Importante: mesmo que o teste defina que a paciente pode espaçar a realização de Papanicolau, deve continuar com as visitas periódicas ao ginecologista, para ser avaliada.

A especialista traz uma boa notícia: “Creio que 2024 será um ano muito importante em relação ao teste molecular. Talvez já tenhamos alguns estados iniciando o uso como rastreamento”. Ela conta que há um grande programa piloto do Ministério da Saúde, em associação de organizações nacionais e internacionais, em Recife (PE), chamado Útero é Vida, que começou no ano passado, além de outras ações paralelas pelo país. 

“Há um projeto anterior em Indaiatuba (interior de São Paulo) que tem uma publicação muito importante, de grande impacto com teste molecular, demonstrando redução da incidência de câncer e de doenças do HPV”, comemora. “Já existem projetos e estudos acontecendo de forma isolada. O que precisamos é que se torne um protocolo e o teste de Recife pretende dar esse passo. Temos esperança de que o avanço aconteça ainda este ano”.

Projeto vai crescer e se fortalecer

As ações do projeto estão sendo realizadas, em um primeiro momento, com uma atuação forte em Recife (PE) e em São Paulo – capital e interior. Há ainda pequenas atividades que ganharão força em outros estados. 

  • A meta é ser uma ação nacional com grande impacto.

Para atingir os objetivos são promovidas diversas iniciativas ao longo do ano, em escolas, divulgação nas redes sociais, promoção de diálogo com profissionais especializados, ações de sensibilização e educação em saúde sobre vacinação, HPV e prevenção do câncer, especialmente o de colo de útero. 

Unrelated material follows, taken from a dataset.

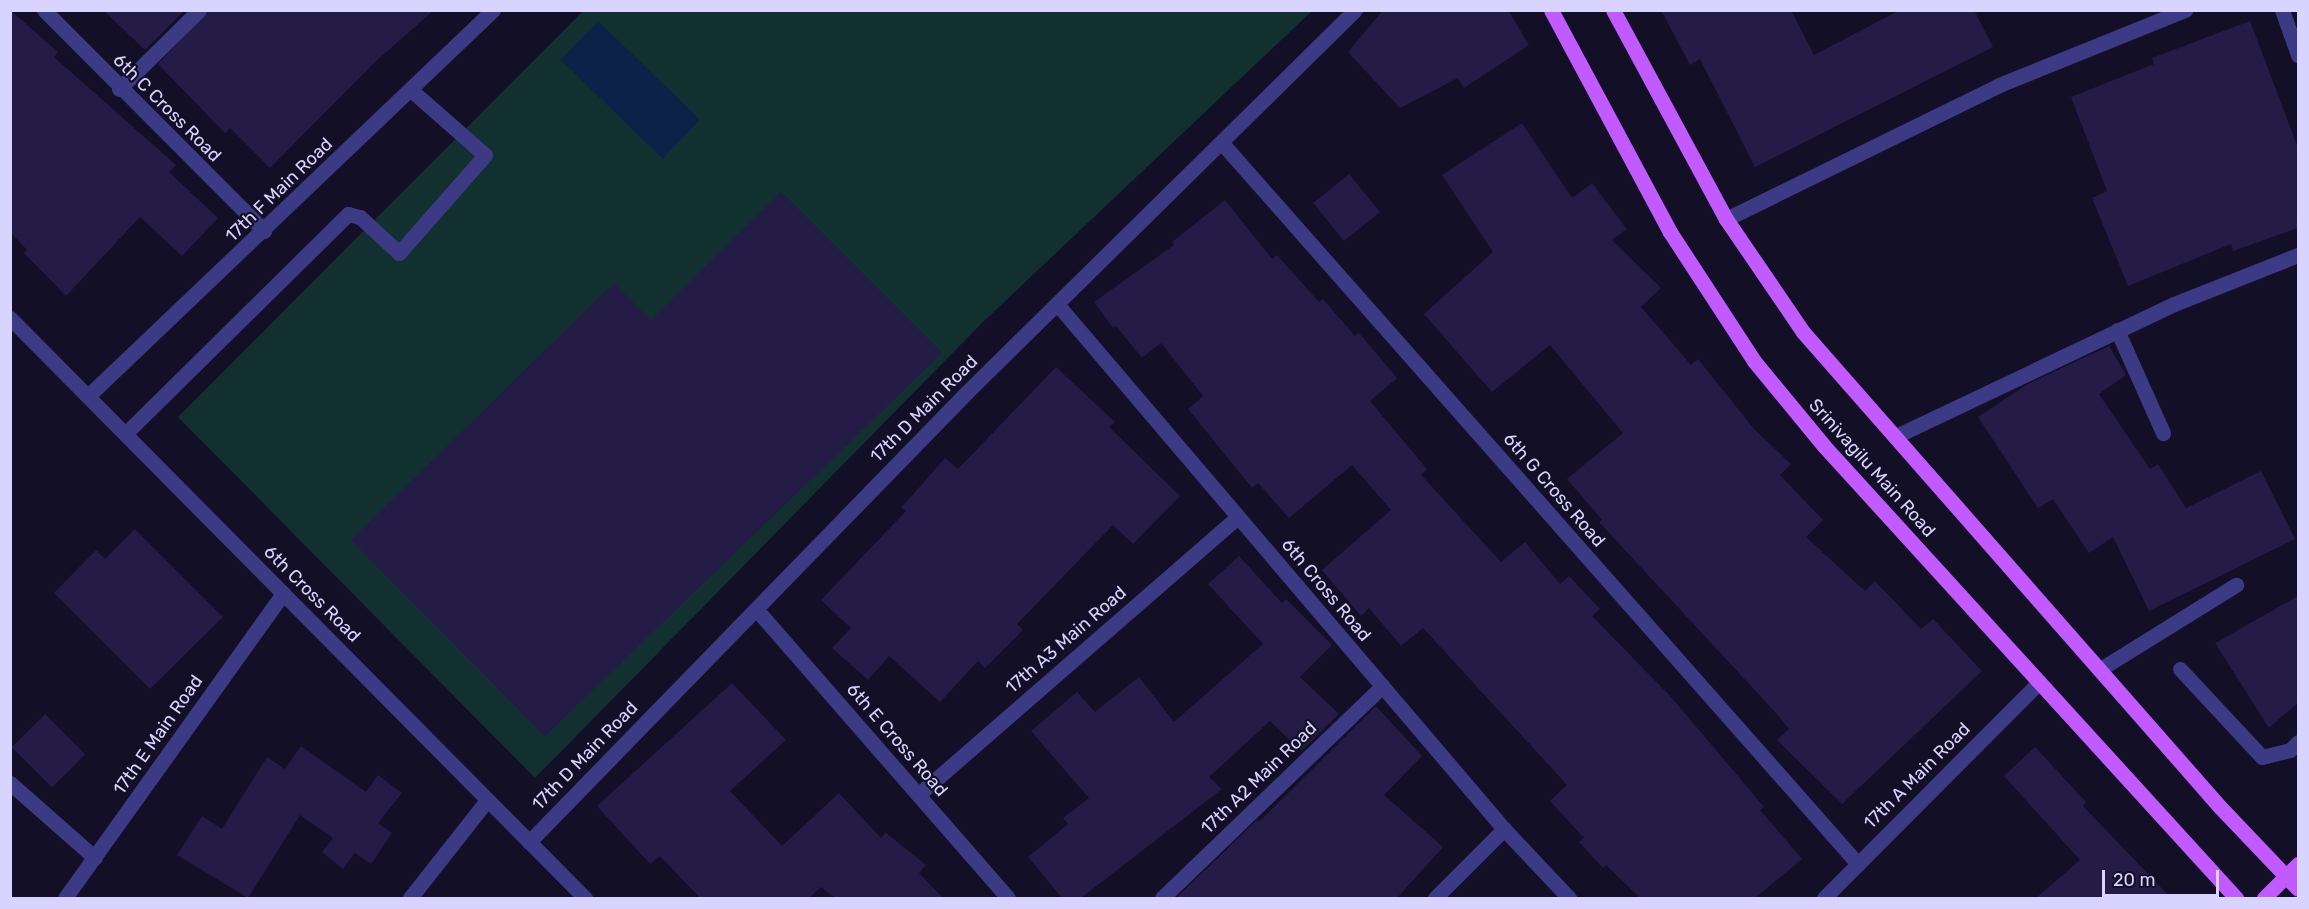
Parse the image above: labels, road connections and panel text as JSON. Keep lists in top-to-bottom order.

Fabiana Peroni explica que estão sendo preparados grupos de apoio regional para fortalecer e organizar a rede por região, engajando as voluntárias para que essa informação de forma clara e acessível chegue aonde precisa chegar. 

“Fazemos inclusive um trabalho de escuta na ponta, conversamos com adolescentes, professores e familiares para entender o cenário e como obter bons resultados”, afirma. “A comunicação deve ser acessível, falada de jovem para jovem. Estamos trazendo adolescentes, influencers”.

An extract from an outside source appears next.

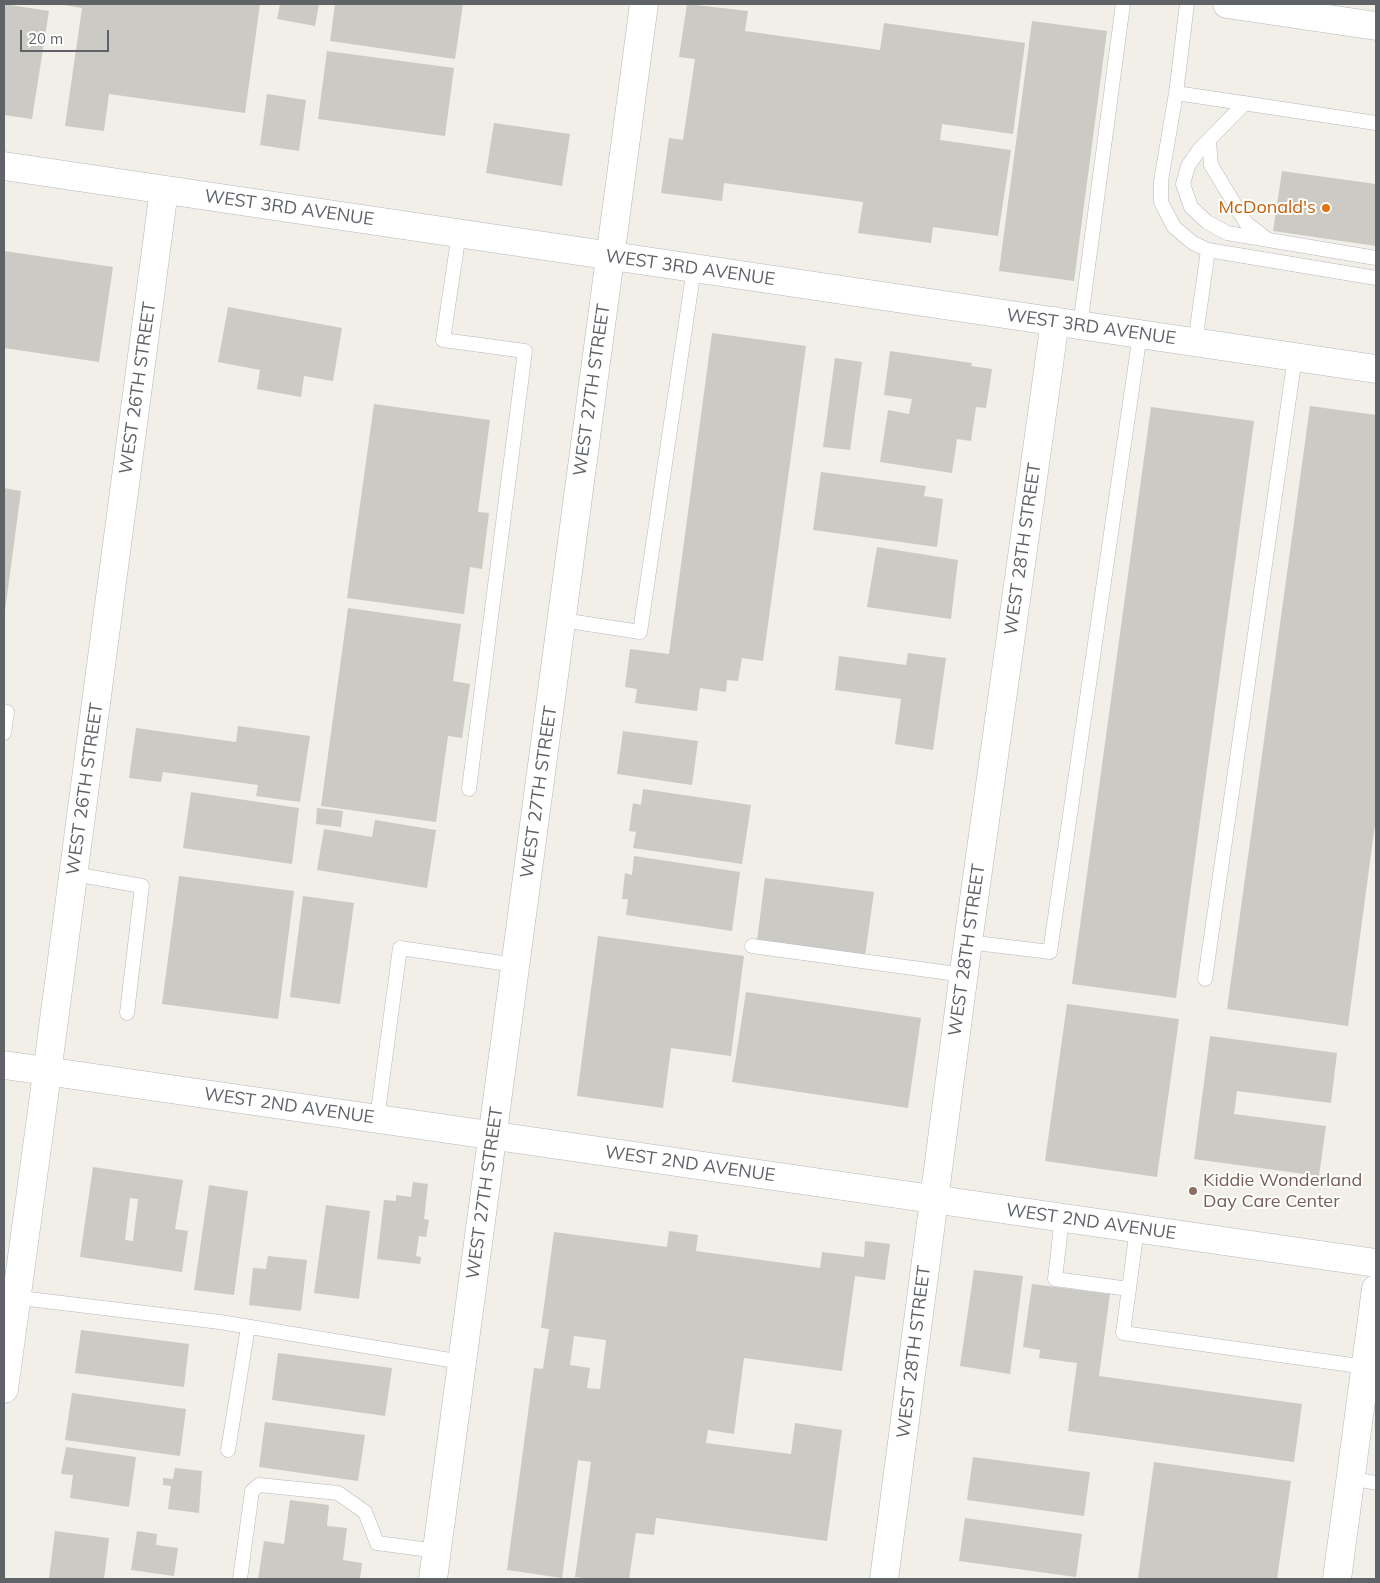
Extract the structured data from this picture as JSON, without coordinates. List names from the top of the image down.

A inovação estará nas escolas, com ações de esclarecimento sobre vacina e câncer na grade curricular, preparando os professores para levarem essas informações. A proposta é engajar toda a comunidade escolar na discussão.

Fabiana Peroni acrescenta que há um trabalho também fortalecendo o sistema de saúde, para que a população encontre os serviços quando for realizar exames ou vacinação. “Trabalhamos também junto com o poder público para eliminar barreiras de acesso. Sabemos que muitas mulheres não fazem Papanicolau porque trabalham 40 horas por semana, nos horários em que funcionam as unidades de saúde. Precisamos encontrar alternativas para trazer essa mulher”.

Já começam a surgir iniciativas tentando resolver esse problema, como o projeto piloto do Ministério da Saúde de autocoleta para diagnosticar HPV, convidando cerca de mil mulheres de cinco cidades brasileiras, uma de cada região: Maringá (PR-Sul), Ouro Preto (MG-Sudeste), Goiânia (GO-Centro Oeste), Natal (RN-Nordeste) e Manaus (AM-Norte).

No projeto do Instituto Vencer o Câncer, Recife conta com várias iniciativas sendo realizadas – reunindo a atuação em escolas e junto à comunidade, a estimativa é atingir 4.800 pessoas diretamente e cerca de 20 mil considerando o impacto indireto. 

O projeto se fortalece este ano em São Paulo, com previsão de atingir 14 mil alunos e 7 mil mulheres diretamente. A campanha também passará a ter mais ações de advocacy relativas a HPV e vacinas contra o câncer nas três esferas: federal, estadual e municipal.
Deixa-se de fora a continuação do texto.